Grèce

Syros : l’île de l’unité religieuse

Au cœur de la mer Égée, l’île de Syros est un symbole d’unité religieuse. Ici, deux dogmes ne font pas que cohabiter : ils avancent ensemble avec harmonie. Catholiques et orthodoxes y partagent leur quotidien, leurs traditions, mais aussi leurs fêtes religieuses tout au long de l’année. De Noël à Pâques en passant par les fêtes des saints locaux, les cloches résonnent en chœur, les fidèles des deux églises se retrouvent dans les rues et dans les églises, sans distinction religieuse.

Pour Nikos Solaris, professeur de danses traditionnelles depuis 53 ans, ce sont les mariages mixtes qui ont joué un rôle clé dans l’acceptation de l’autre. Ces unions, au-delà de leur signification personnelle, sont aussi des exemples concrets de la coexistence entre les deux traditions.

Des mariages d'unité

« Il y a 50 ans, il y avait quelques problèmes sur l'île. Par exemple, un catholique n'allait pas dans un commerce orthodoxe. Cela a disparu maintenant, cela a été surmonté et cela a été facilité par les mariages mixtes. Désormais, le catholicisme et l'orthodoxie sont harmonieusement liés à Syros, comme s'il n'y avait aucune différence. »

Né et élevé à Syros, Nikos Solaris est catholique tandis que sa femme est orthodoxe. Il explique qu’il est rare de trouver un couple où les deux membres appartiennent au même culte. « C'est très beau de voir des orthodoxes à des fêtes catholiques et vice versa. De plus, lors de la fête du saint patron des catholiques à Áno Syros (situé à l'est de l'île, c'est le siège historique médiéval de Syros et le centre administratif de la municipalité unifiée de Syros), le représentant de l'Église orthodoxe est souvent présent, et parfois même l'archevêque. Il y a une très bonne coexistence entre catholiques et orthodoxes, et chacun respecte la foi de l'autre ».

Grandir dans le respect et l’acceptation

Sur cette île de 20 000 habitants, dont 40 % sont catholiques, le vivre ensemble s'apprend dès le plus jeune âge. Les enfants grandissent en sachant que la diversité religieuse fait partie de leur quotidien.
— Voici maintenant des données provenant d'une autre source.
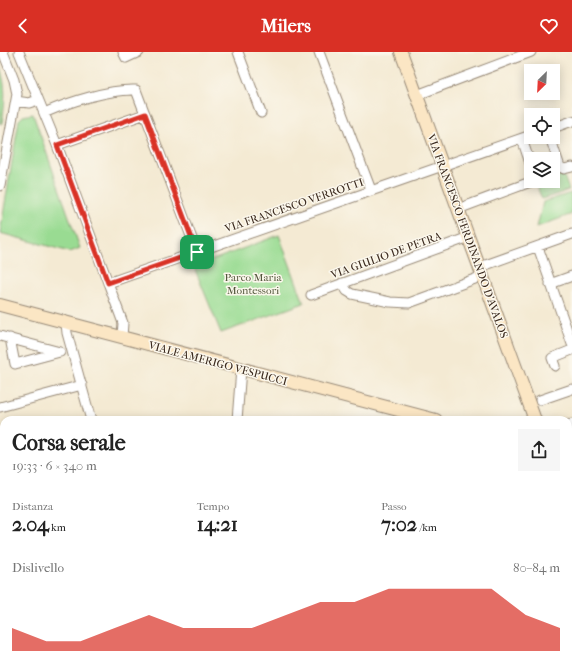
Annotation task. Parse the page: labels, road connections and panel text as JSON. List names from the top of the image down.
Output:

Nikos Roussos, professeur de musique dans le primaire depuis trente ans et membre fondateur de l’Orchestre des Cyclades, observe cela depuis des décennies. Les enfants comprennent dès leur plus jeune âge qu'il n'y a pas que leur religion qui existe. « On voit des élèves de familles catholiques et orthodoxes jouer ensemble, aller aux fêtes de l'autre et participer à des événements, indépendamment du dogme. La diversité fait partie de leur quotidien et ils l'abordent avec naturel », note-t-il. « Le jour de la bénédiction dans les écoles, des représentants des deux églises sont présents », ajoute-t-il.

Une fête d'unité

Ce respect mutuel ne se limite pas à la vie quotidienne ou aux cours d'école. Chaque année, à l'approche du moment culminant du christianisme, Pâques, cette unité se manifeste de manière unique. Depuis quelques décennies, orthodoxes et catholiques y célèbrent Pâques ensemble, malgré les différences de calendrier religieux.

« Par décision de la Sainte Synode de la Hiérarchie Catholique de Grèce, orthodoxes et catholiques célèbrent ensemble Pâques à Syros, prouvant que ce qui nous unit est plus important que ce qui nous divise », souligne Nikos Roussos.

Nikos Solaris insiste lui aussi sur l’importance de cette célébration commune. Au cours de la Semaine Sainte, les couples mixtes visitent à la fois l'Église orthodoxe et l'Église catholique, participant aux cérémonies des deux confessions.

« Le jour commun de célébration de Pâques nous a encore plus unis. Par exemple, le Jeudi Saint, l'homme catholique avec la femme orthodoxe ira à l'église orthodoxe, tandis que le lendemain, ils se retrouveront ensemble à l'Église catholique. Ce changement est quelque chose de tout à fait normal à Syros. Le respect mutuel et l'acceptation de l’autre sont le fondement de notre communauté. Chacun respecte les croyances de l'autre et cette harmonie se reflète dans chaque fête. »

Nikos Roussos exprime le souhait que l'exemple de Syros devienne une source d'inspiration pour d'autres sociétés. « J'aimerais que ce que nous vivons ici depuis de nombreuses années devienne une réalité pour d’autres ». C’est peut-être la leçon d’une petite île grecque au monde.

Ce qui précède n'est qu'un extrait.